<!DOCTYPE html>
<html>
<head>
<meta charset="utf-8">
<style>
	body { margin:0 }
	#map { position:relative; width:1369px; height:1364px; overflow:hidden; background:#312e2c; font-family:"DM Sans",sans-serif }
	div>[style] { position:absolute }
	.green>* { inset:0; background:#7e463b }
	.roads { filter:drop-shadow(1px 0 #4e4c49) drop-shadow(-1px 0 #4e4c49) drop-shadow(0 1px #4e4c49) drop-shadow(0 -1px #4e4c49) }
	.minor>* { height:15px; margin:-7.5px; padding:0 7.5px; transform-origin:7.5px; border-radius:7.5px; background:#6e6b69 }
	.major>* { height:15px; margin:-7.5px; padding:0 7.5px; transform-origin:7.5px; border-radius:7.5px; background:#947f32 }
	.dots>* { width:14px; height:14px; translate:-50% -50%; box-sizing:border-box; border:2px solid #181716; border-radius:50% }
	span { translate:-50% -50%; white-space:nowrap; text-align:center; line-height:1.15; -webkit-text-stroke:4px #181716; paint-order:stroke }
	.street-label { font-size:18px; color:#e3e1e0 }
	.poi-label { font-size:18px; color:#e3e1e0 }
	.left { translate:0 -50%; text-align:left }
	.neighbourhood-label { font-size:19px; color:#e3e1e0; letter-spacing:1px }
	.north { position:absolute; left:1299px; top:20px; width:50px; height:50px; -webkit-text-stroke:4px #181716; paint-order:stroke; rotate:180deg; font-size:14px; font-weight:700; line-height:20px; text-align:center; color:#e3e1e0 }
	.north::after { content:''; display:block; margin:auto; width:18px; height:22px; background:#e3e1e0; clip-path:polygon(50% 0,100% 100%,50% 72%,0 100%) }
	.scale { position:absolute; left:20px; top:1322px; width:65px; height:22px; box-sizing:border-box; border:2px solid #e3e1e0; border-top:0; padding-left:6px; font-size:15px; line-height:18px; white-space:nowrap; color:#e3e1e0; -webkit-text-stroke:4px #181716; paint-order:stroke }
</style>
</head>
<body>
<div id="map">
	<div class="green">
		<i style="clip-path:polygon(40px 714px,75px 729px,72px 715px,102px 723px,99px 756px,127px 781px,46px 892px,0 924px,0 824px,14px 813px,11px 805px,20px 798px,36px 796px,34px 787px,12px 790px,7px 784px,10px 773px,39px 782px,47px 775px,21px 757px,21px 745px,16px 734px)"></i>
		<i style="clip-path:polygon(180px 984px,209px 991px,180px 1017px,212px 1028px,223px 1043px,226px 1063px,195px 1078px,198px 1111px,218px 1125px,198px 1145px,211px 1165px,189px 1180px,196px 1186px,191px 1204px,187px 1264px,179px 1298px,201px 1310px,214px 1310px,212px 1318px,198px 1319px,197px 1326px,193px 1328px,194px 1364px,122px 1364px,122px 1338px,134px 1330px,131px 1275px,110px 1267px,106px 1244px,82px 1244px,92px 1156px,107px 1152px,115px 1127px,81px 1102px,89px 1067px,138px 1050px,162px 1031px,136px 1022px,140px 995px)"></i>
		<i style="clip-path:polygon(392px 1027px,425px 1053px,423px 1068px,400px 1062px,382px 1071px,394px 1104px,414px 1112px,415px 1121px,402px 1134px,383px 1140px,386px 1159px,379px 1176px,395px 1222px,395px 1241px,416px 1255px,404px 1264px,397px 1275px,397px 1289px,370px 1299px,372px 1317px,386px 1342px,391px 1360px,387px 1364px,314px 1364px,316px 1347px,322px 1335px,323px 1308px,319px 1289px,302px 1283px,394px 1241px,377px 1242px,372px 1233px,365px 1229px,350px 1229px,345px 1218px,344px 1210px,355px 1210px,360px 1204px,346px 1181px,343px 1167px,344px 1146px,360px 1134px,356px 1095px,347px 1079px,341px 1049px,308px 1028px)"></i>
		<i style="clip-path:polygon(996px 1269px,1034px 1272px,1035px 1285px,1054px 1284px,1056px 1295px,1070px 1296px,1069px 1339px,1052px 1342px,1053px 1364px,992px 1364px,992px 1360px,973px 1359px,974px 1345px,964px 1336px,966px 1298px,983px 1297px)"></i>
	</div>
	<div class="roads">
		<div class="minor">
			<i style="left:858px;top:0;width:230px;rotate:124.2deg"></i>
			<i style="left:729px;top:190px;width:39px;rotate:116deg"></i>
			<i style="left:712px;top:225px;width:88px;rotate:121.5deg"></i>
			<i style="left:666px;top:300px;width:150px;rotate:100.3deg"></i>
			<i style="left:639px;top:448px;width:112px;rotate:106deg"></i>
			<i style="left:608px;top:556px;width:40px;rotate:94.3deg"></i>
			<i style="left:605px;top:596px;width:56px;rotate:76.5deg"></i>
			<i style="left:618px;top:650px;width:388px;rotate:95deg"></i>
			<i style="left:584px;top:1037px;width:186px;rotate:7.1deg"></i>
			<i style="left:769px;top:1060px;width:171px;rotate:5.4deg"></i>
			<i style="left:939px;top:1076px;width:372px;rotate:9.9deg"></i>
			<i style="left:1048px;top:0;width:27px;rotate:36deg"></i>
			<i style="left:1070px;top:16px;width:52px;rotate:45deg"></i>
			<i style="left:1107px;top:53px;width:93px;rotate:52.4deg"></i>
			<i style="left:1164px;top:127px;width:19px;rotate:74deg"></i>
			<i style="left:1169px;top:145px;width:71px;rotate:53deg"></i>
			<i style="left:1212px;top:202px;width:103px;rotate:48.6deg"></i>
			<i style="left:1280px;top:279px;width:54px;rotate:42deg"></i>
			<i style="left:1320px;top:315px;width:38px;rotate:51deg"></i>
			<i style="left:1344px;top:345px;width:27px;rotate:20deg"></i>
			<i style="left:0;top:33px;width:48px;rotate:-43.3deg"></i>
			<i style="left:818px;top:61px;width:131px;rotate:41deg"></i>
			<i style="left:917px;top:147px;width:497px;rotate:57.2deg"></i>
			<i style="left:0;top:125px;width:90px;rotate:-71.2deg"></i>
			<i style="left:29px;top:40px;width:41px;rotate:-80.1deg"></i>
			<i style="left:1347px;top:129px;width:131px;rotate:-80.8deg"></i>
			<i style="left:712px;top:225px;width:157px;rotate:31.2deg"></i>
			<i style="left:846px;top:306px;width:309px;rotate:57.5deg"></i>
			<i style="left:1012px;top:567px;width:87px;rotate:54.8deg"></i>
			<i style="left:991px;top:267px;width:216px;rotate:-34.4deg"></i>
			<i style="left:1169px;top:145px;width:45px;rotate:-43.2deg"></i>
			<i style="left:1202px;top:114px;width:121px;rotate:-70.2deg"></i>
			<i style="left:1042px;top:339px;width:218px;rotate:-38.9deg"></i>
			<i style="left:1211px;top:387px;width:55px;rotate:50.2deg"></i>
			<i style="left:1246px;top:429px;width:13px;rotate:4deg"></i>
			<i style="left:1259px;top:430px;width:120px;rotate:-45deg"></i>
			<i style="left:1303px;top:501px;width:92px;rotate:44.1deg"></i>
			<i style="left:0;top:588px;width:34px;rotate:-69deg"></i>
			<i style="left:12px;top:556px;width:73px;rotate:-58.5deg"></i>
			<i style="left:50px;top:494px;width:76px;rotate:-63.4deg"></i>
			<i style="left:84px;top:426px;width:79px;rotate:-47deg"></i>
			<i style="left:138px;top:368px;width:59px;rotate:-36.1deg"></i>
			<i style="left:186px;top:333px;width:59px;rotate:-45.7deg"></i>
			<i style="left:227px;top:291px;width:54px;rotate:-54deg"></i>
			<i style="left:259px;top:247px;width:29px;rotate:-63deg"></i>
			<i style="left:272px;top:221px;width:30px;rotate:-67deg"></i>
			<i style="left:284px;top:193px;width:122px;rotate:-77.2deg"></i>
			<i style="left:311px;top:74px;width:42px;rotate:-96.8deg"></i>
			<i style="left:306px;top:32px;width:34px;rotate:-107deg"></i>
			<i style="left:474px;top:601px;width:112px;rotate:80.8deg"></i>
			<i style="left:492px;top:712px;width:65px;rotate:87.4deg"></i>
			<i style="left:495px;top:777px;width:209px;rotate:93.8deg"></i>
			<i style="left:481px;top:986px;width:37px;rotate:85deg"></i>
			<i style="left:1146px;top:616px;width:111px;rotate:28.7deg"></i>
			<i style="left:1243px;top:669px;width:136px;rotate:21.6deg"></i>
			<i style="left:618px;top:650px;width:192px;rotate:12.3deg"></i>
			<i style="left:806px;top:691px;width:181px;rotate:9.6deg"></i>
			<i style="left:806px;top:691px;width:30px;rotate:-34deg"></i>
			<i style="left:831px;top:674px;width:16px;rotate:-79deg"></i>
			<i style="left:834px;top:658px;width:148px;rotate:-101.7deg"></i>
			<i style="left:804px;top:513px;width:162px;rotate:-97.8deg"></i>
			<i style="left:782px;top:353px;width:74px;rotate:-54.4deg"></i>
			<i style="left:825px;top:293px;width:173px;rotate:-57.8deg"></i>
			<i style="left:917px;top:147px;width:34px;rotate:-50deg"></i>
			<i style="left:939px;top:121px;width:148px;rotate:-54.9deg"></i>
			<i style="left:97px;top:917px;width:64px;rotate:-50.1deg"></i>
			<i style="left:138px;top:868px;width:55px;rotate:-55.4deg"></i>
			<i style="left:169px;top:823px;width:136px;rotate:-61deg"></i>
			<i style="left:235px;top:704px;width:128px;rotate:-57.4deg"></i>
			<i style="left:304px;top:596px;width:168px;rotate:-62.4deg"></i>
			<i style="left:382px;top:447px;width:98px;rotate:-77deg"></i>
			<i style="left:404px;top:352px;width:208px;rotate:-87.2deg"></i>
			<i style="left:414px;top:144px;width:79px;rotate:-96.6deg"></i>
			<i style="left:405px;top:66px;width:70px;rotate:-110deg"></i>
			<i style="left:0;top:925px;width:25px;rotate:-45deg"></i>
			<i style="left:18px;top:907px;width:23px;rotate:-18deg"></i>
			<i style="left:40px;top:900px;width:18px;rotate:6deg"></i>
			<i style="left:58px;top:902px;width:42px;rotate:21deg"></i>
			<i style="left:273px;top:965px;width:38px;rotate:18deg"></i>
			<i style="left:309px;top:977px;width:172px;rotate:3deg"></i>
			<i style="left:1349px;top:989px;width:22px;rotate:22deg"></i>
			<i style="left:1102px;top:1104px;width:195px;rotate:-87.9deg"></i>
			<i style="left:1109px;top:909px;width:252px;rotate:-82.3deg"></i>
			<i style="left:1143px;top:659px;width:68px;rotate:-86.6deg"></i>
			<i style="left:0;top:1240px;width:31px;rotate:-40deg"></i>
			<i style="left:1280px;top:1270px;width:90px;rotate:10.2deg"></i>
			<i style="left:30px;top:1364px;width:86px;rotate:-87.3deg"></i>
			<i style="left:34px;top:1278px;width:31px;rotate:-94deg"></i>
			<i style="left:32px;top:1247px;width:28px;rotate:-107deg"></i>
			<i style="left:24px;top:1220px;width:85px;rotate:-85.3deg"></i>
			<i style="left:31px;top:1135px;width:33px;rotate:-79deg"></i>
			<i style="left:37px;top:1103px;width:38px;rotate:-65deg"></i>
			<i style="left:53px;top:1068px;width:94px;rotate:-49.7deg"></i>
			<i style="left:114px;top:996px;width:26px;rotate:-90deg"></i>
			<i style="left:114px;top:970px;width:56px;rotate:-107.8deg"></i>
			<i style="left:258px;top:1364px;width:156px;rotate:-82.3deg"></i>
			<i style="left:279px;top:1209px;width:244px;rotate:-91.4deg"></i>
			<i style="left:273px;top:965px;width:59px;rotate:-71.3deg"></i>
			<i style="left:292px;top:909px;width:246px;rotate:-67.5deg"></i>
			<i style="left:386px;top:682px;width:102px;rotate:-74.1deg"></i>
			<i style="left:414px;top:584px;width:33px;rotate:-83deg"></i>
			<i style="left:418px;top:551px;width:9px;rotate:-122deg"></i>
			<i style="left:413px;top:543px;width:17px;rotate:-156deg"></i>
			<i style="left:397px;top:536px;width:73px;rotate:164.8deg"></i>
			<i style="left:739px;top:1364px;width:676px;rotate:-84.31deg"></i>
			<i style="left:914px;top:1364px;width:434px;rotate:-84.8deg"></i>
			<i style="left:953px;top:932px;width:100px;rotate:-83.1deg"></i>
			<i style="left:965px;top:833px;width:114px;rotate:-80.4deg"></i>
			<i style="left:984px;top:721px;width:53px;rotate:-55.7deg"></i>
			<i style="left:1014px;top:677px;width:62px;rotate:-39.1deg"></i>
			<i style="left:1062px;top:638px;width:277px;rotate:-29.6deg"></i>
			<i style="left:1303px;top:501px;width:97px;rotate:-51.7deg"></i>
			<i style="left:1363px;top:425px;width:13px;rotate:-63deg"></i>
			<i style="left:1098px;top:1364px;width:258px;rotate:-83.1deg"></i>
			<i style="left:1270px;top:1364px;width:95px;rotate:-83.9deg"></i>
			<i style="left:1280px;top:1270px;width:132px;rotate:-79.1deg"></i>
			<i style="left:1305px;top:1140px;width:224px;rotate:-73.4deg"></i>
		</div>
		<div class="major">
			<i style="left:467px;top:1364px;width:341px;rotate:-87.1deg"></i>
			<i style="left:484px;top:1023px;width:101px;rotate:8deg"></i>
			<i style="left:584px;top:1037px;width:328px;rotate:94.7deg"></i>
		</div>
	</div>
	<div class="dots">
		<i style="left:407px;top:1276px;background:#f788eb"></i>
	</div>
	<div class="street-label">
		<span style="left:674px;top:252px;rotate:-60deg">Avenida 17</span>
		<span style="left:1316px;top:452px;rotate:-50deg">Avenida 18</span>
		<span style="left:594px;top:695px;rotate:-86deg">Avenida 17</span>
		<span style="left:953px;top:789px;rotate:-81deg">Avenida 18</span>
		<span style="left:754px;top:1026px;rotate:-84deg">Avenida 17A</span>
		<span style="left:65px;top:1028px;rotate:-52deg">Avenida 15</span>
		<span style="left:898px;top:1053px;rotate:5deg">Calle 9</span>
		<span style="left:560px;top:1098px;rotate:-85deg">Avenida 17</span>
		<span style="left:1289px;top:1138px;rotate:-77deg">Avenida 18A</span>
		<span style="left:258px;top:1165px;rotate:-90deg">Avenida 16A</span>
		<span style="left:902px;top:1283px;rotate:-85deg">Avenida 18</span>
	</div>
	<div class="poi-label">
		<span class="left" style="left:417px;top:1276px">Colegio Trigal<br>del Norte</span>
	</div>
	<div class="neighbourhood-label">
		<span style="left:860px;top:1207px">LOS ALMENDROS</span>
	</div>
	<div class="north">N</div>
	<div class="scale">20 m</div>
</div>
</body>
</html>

□ □ □ □

■ What to do ■
What is needed is each line of the entries that contains the word "roads".

■ Output of the task ■
	.roads { filter:drop-shadow(1px 0 #4e4c49) drop-shadow(-1px 0 #4e4c49) drop-shadow(0 1px #4e4c49) drop-shadow(0 -1px #4e4c49) }
	<div class="roads">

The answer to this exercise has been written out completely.